Eblen: Blind competitor's reining lesson was a dream come true
Anne Cecilie Ore began riding at age 11 and was soon a show-jumping competitor. Trouble was, she could barely see the jumps in front of her and had no peripheral vision.
Ore's eyesight kept getting worse. By age 14, she was totally blind.
But blindness has never stopped Ore, who turns 32 on Monday, from achieving her equestrian dreams.
The resident of Oslo, Norway, trains in Germany and is an active para-dressage rider in Europe. She competed last week as part of the Norwegian para-dressage team at the Alltech FEI World Equestrian Games, but was disappointed with her sixth- and seventh-place scores.

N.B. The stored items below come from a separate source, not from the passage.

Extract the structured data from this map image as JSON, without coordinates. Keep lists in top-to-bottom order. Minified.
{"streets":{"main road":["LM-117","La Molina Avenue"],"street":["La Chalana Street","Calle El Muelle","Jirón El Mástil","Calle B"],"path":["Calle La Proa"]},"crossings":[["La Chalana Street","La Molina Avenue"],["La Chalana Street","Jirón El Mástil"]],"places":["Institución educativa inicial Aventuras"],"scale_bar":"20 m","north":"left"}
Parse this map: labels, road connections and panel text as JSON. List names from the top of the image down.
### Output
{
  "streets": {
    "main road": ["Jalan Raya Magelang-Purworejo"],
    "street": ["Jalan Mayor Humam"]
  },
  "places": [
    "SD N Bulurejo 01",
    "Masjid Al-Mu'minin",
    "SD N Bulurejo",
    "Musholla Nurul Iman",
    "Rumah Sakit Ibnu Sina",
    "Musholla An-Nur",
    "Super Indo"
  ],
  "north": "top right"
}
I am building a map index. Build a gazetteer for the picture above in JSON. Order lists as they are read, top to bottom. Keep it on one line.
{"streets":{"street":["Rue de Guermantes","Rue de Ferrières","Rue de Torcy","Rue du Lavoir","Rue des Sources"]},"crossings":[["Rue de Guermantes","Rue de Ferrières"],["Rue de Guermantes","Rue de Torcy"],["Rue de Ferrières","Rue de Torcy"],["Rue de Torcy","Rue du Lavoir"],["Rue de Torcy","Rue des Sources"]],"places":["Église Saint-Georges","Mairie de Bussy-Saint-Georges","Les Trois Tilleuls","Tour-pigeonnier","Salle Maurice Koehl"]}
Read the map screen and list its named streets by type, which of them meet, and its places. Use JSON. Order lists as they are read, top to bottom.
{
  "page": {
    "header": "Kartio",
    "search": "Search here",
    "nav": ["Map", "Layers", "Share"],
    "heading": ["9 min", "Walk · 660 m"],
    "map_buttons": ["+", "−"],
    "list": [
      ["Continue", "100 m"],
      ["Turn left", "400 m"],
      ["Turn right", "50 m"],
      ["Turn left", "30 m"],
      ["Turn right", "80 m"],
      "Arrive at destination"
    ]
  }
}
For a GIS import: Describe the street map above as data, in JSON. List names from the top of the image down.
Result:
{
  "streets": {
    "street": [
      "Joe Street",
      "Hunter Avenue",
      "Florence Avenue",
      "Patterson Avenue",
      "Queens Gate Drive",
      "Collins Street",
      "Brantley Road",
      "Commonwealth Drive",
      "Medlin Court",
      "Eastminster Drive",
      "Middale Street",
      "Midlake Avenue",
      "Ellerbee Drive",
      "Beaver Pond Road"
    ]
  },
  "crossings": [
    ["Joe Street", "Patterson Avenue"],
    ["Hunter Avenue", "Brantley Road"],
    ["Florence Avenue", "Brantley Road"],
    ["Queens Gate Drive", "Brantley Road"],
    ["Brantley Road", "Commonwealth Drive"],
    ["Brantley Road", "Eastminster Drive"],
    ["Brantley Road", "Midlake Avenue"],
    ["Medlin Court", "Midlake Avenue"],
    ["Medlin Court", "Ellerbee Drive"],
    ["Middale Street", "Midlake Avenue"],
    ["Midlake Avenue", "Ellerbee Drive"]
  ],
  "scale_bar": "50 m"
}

Before leaving America, Ore had one more goal to achieve. She had always wanted to learn reining — that Western-style sport of flashy horsemanship in which riders gently guide their mounts through dizzying spins and sliding stops in a cloud of dirt.
When WEG board member Becky Jordan heard about Ore's wish, she knew how to make it come true. She arranged for Ore to have a reining lesson from her daughter, Lyndsey, 22, a two-time world champion who performed at the Games' reining exhibition Sept. 30.
Ore arrived at the Jordans' Scott County farm Saturday morning with a delegation from the Norwegian team in tow. Lyndsey Jordan introduced her to Blazin, a laid-back, 10-year-old quarter horse who wore the first Western-style saddle Ore had ever used.
With Jordan calling out cues, Ore walked Blazin around the ring, then they cantered. Within 15 minutes, Ore and Blazin were a team. There was no obvious sign that the rider couldn't see where she was going.
"It was just amazing to me how well she was able to go around the arena," Jordan said afterward. "Once she made the first couple of laps around she knew exactly where she was."
Within a half hour, Jordan had given Ore the spurs off her boots and was teaching her to guide Blazin through spins and sliding stops.
"The cues are a little different from sport to sport," Jordan said. "But I would tell her what my cues were and she just had it. She knew exactly what she was doing. Her posture and positioning on the horse were just beautiful. She's a very good rider."
When it was time to dismount, Ore was all smiles.
"It was like a dream since I was 11," she said. "The really fun stuff was the sliding and the spins. When the spins are slow you get really dizzy, but when you go faster you are not so dizzy. Not like I had imagined it."
Ore wasn't the only one smiling.
"She is fearless," Becky Jordan said. "That was just amazing."